====== Input for this task ======

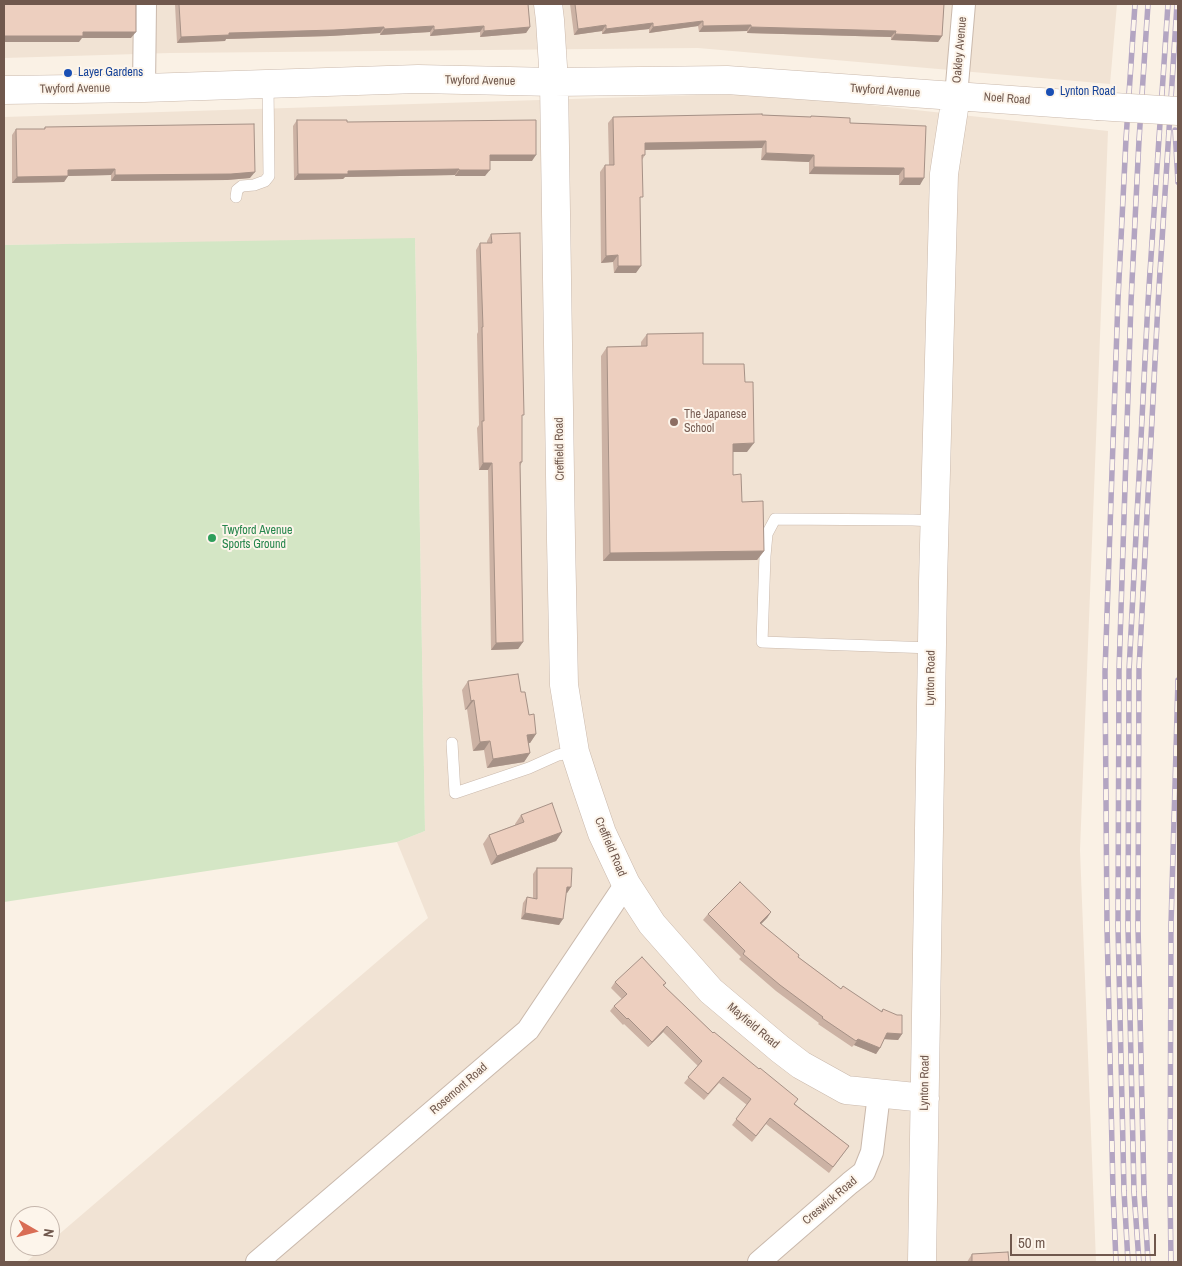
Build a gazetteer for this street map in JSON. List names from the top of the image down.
{
  "streets": {
    "street": [
      "Oakley Avenue",
      "Twyford Avenue",
      "Noel Road",
      "Creffield Road",
      "Lynton Road",
      "Mayfield Road",
      "Rosemont Road",
      "Creswick Road"
    ]
  },
  "crossings": [
    ["Oakley Avenue", "Twyford Avenue"],
    ["Oakley Avenue", "Noel Road"],
    ["Oakley Avenue", "Lynton Road"],
    ["Twyford Avenue", "Noel Road"],
    ["Twyford Avenue", "Creffield Road"],
    ["Twyford Avenue", "Lynton Road"],
    ["Noel Road", "Lynton Road"],
    ["Creffield Road", "Mayfield Road"],
    ["Creffield Road", "Rosemont Road"],
    ["Lynton Road", "Mayfield Road"],
    ["Mayfield Road", "Rosemont Road"],
    ["Mayfield Road", "Creswick Road"]
  ],
  "places": [
    "Layer Gardens",
    "Lynton Road",
    "The Japanese School",
    "Twyford Avenue Sports Ground"
  ],
  "scale_bar": "50 m",
  "north": "right"
}
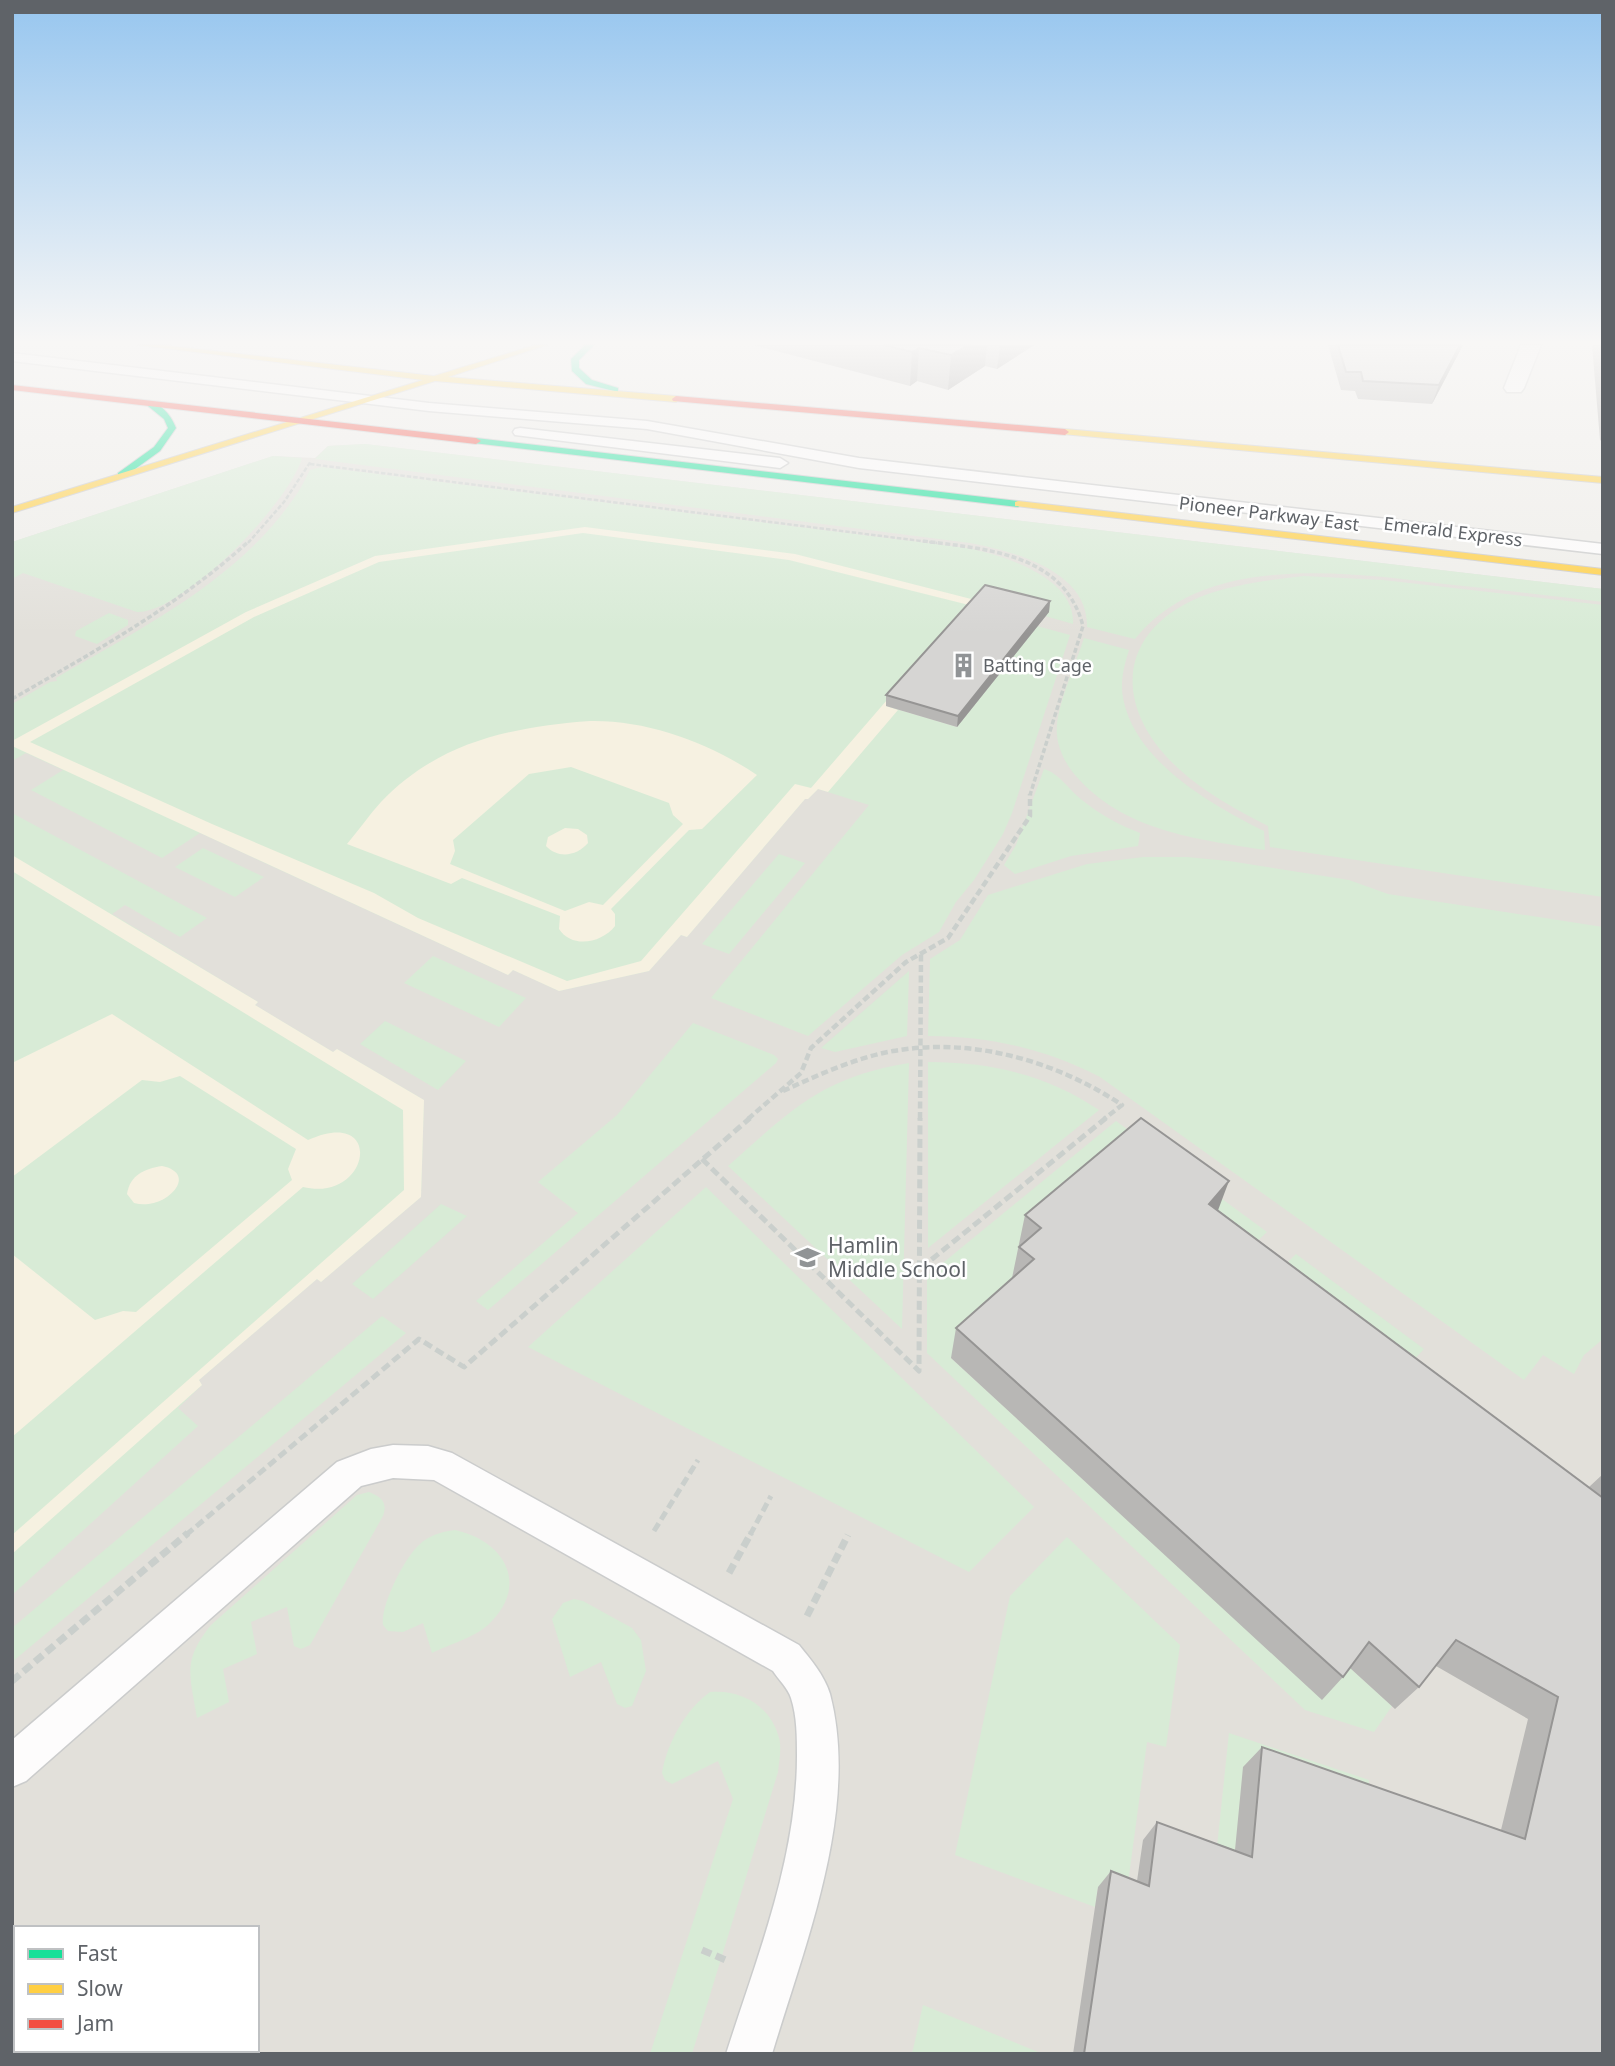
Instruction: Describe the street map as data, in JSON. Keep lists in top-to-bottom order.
{
  "streets": {
    "main road": ["Pioneer Parkway East"],
    "lane": ["Emerald Express"]
  },
  "places": {
    "building": ["Batting Cage"],
    "school or university": ["Hamlin Middle School"]
  },
  "legend": ["Fast", "Slow", "Jam"]
}
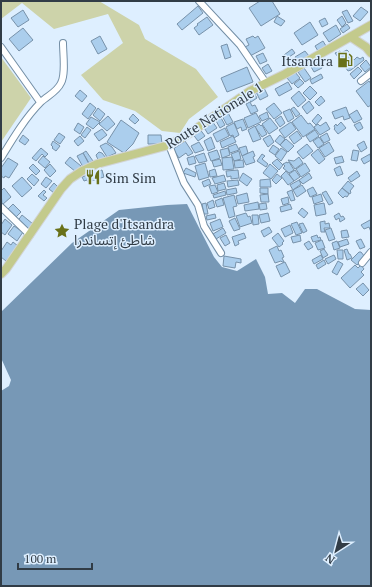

======

> _Assignment_: The copy you write out must match the entries word for word, minus their pictures.

> _Solution_:
Build a gazetteer for this street map in JSON. List names from the top of the image down.
{
  "streets": {
    "street": [
      "Oakley Avenue",
      "Twyford Avenue",
      "Noel Road",
      "Creffield Road",
      "Lynton Road",
      "Mayfield Road",
      "Rosemont Road",
      "Creswick Road"
    ]
  },
  "crossings": [
    ["Oakley Avenue", "Twyford Avenue"],
    ["Oakley Avenue", "Noel Road"],
    ["Oakley Avenue", "Lynton Road"],
    ["Twyford Avenue", "Noel Road"],
    ["Twyford Avenue", "Creffield Road"],
    ["Twyford Avenue", "Lynton Road"],
    ["Noel Road", "Lynton Road"],
    ["Creffield Road", "Mayfield Road"],
    ["Creffield Road", "Rosemont Road"],
    ["Lynton Road", "Mayfield Road"],
    ["Mayfield Road", "Rosemont Road"],
    ["Mayfield Road", "Creswick Road"]
  ],
  "places": [
    "Layer Gardens",
    "Lynton Road",
    "The Japanese School",
    "Twyford Avenue Sports Ground"
  ],
  "scale_bar": "50 m",
  "north": "right"
}
Instruction: Describe the street map as data, in JSON. Keep lists in top-to-bottom order.
{
  "streets": {
    "main road": ["Pioneer Parkway East"],
    "lane": ["Emerald Express"]
  },
  "places": {
    "building": ["Batting Cage"],
    "school or university": ["Hamlin Middle School"]
  },
  "legend": ["Fast", "Slow", "Jam"]
}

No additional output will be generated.